The Cost of Freedom (2001)

This is a sermon that I gave at Walker Valley United Methodist Church for the 4th Sunday after Pentecost (1 July 2001).  The Scriptures for this Sunday were 2 Kings 2: 1 – 2, 6 – 14, Galatians 5: 1, 13 – 25, and Luke 9:  51 – 62.


One of the songs by Crosby, Stills, and Nash opens with the line “the cost of freedom in buried in the ground.” It always seems interesting to me that each year that we celebrate our country’s independence, we often forget what this day is all about, why it was that we fought the War of Independence and what it took to gain victory. And even today, as we celebrate 225 years of independence, there are still those who feel that we do not have enough freedom and those who feel that we have too much freedom.

There are those in this country today who would tell us that we have too many freedoms and that we need to pull back and let others control what we say and do. There are those who argue just the opposite, that we do not have enough freedom to say and think and act in whatever manner we wish to choose. Still others are afraid to act, for fear of stepping on the freedoms of others.

For me, freedom is that moment when we have to face what is in front of us and take actions for ourselves. It is not unlike the moment that Elisha faced on the banks of the Jordan that day that read about in the Old Testament reading this morning or that moment when Jesus said to his followers to “Follow me.”

In each case, be it Elisha or the two followers, the moment of freedom required a choice, it required that they take action.
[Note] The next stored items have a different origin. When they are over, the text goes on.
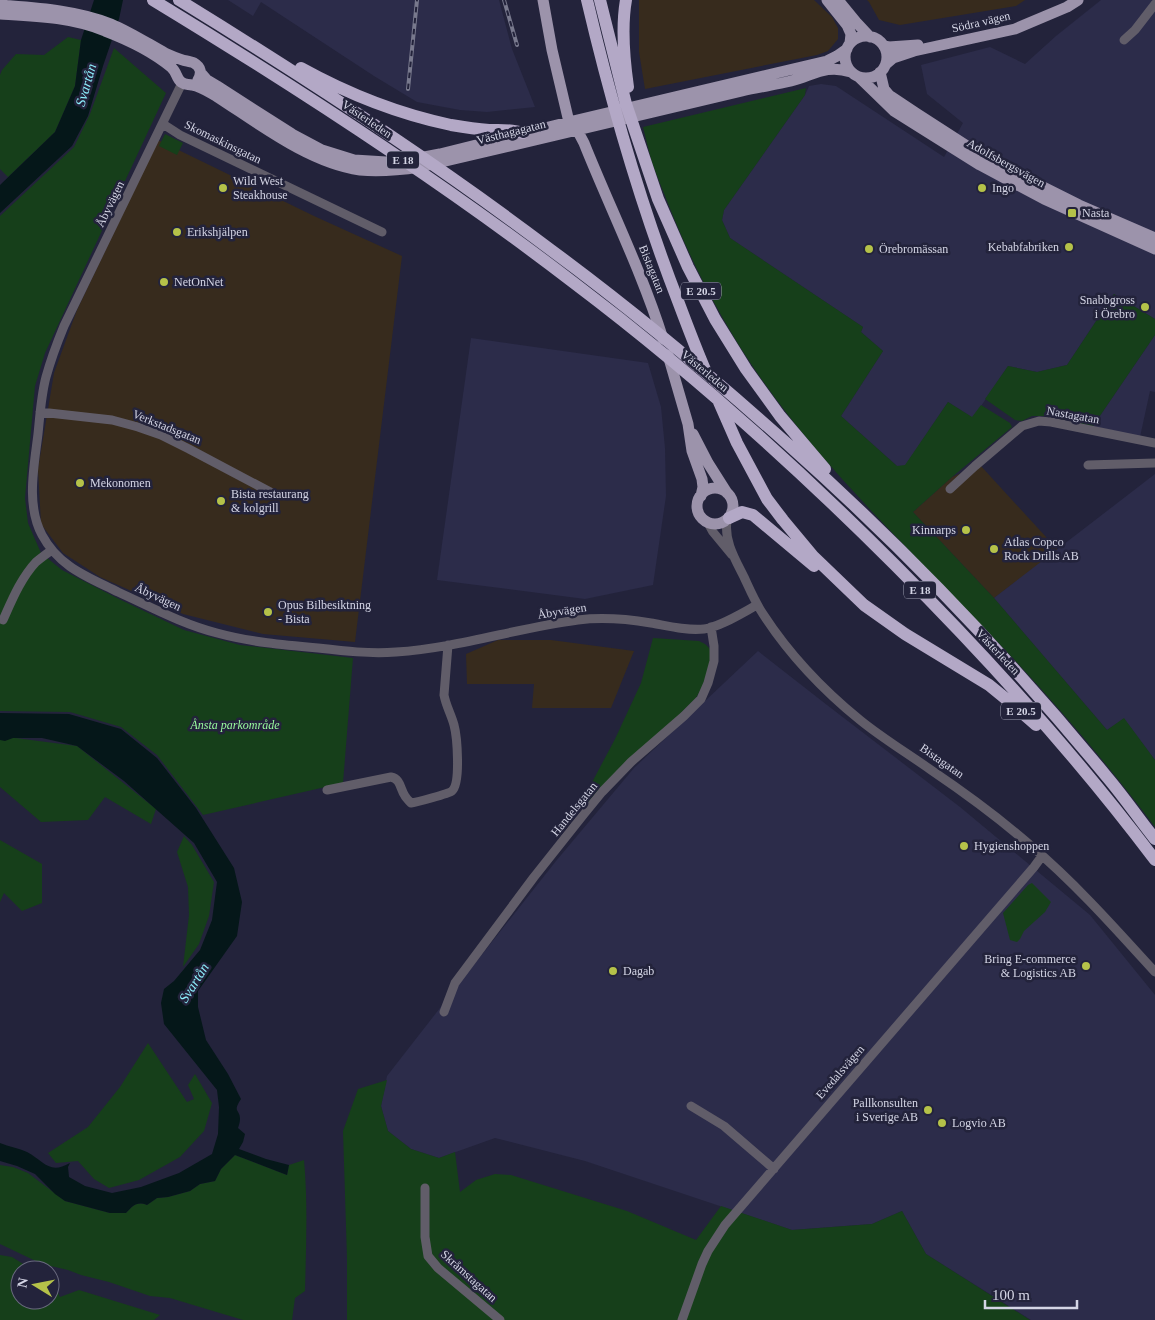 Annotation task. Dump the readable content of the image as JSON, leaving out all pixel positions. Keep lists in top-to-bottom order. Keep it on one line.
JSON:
{"streets":{"highway":["Västerleden","E 18","E 20.5"],"main road":["Södra vägen","Västhagagatan","Adolfsbergsvägen","Bistagatan"],"street":["Skomaskinsgatan","Åbyvägen","Nastagatan","Verkstadsgatan","Handelsgatan","Evedalsvägen","Skråmstagatan"]},"crossings":[["Södra vägen","Västhagagatan"],["Södra vägen","Adolfsbergsvägen"],["Västerleden","E 18"],["Västerleden","E 20.5"],["Västhagagatan","E 18"],["Västhagagatan","Adolfsbergsvägen"],["Västhagagatan","Åbyvägen"],["Västhagagatan","Bistagatan"],["Skomaskinsgatan","Åbyvägen"],["Åbyvägen","Bistagatan"],["Åbyvägen","Verkstadsgatan"],["Åbyvägen","Handelsgatan"],["Bistagatan","E 20.5"],["Bistagatan","Evedalsvägen"]],"water":["Svartån"],"parks":["Ånsta parkområde"],"places":{"other":["Wild West Steakhouse","Ingo","Erikshjälpen","Kebabfabriken","Örebromässan","NetOnNet","Snabbgross i Örebro","Mekonomen","Bista restaurang & kolgrill","Kinnarps","Atlas Copco Rock Drills AB","Opus Bilbesiktning - Bista","Hygienshoppen","Bring E-commerce & Logistics AB","Dagab","Pallkonsulten i Sverige AB","Logvio AB"],"transit":["Nasta"]},"scale_bar":"100 m","north":"left"} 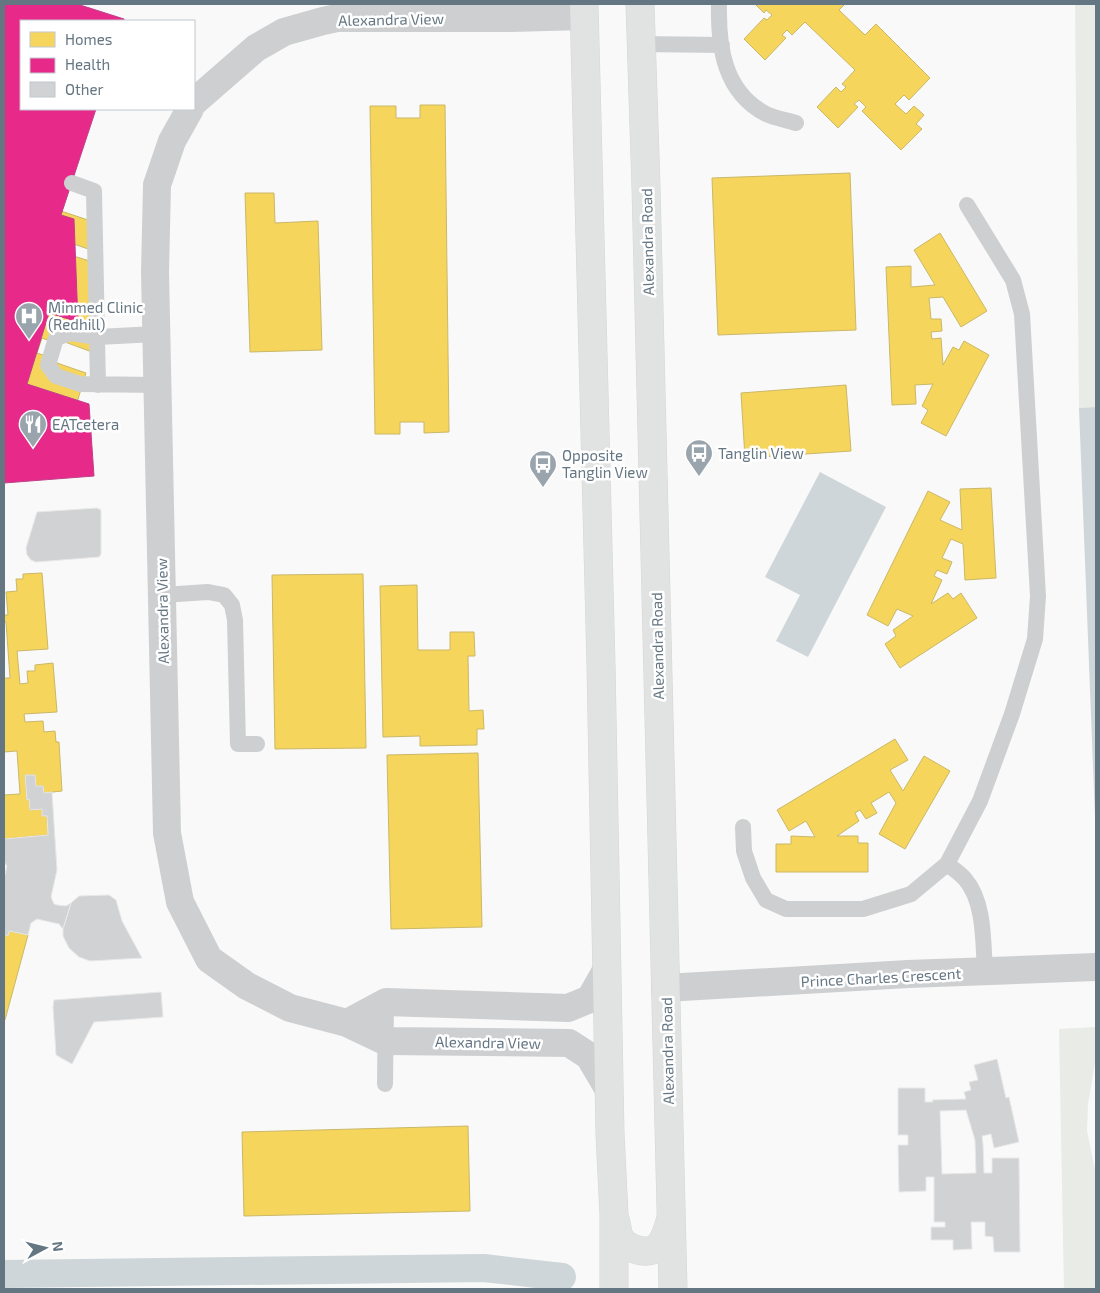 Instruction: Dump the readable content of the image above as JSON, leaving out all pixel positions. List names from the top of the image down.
{
  "streets": {
    "main road": ["Alexandra Road"],
    "street": ["Alexandra View", "Prince Charles Crescent"]
  },
  "crossings": [
    ["Alexandra Road", "Prince Charles Crescent"]
  ],
  "places": {
    "hospital": ["Minmed Clinic (Redhill)"],
    "restaurant": ["EATcetera"],
    "bus stop": ["Tanglin View", "Opposite Tanglin View"]
  },
  "legend": ["Homes", "Health", "Other"],
  "north": "right"
} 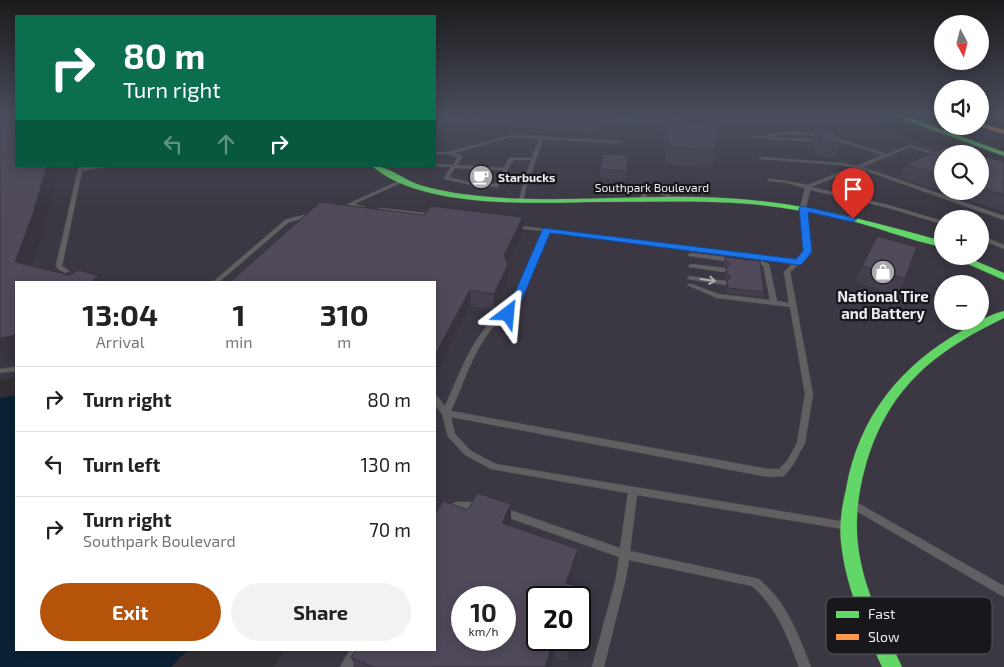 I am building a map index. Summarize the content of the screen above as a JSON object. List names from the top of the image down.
{
  "streets": {
    "main road": ["Southpark Boulevard"]
  },
  "places": {
    "cafe": ["Starbucks"],
    "shop": ["National Tire and Battery"]
  },
  "legend": ["Fast", "Slow"],
  "north": "bottom",
  "page": {
    "map_buttons": ["+", "−"],
    "turn": ["80 m", "Turn right"],
    "eta": [
      "13:04",
      "Arrival",
      "1",
      "min",
      "310",
      "m"
    ],
    "list": [
      {
        "name": "Turn right",
        "value": "80 m"
      },
      {
        "name": "Turn left",
        "value": "130 m"
      },
      {
        "name": "Turn right",
        "note": "Southpark Boulevard",
        "value": "70 m"
      }
    ],
    "buttons": ["Exit", "Share"],
    "speed": "10 km/h",
    "limit": "20"
  }
} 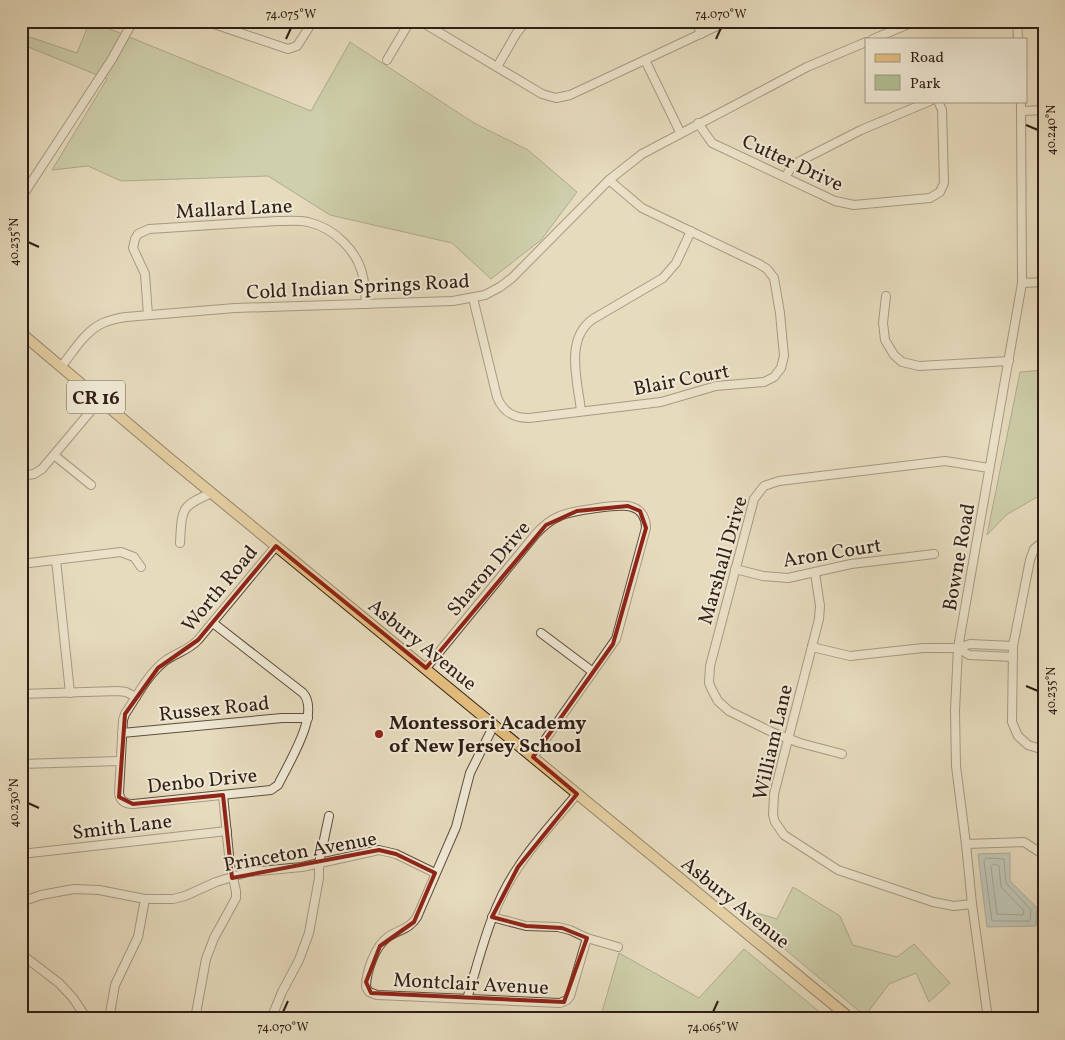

And for a moment, each person was not immediately prepared to accept that freedom.

It can be a frightening thing to have to go out on one’s own and to do the things that others have done for you. In Elisha’s case, it was the acceptance of the role that Elijah had played. Elijah was afraid of the change. Elijah was Elisha’s mentor, prophet, teacher, and father-in-the faith. But now it was time for Elisha to move on and take charge of the ministry entrusted to him. Yet, he was afraid to do so. As the student, there was degree of comfort and a manner of protection. But as the prophet, there was no comfort, there was no protection.

It is easy to understand Elisha’s response, of not wanting to let Elijah go. Fear makes it easy to cling to the past or to familiar traditions. But that is why faith becomes so strong. While fear would have us cling to the past, faith has us look to the future.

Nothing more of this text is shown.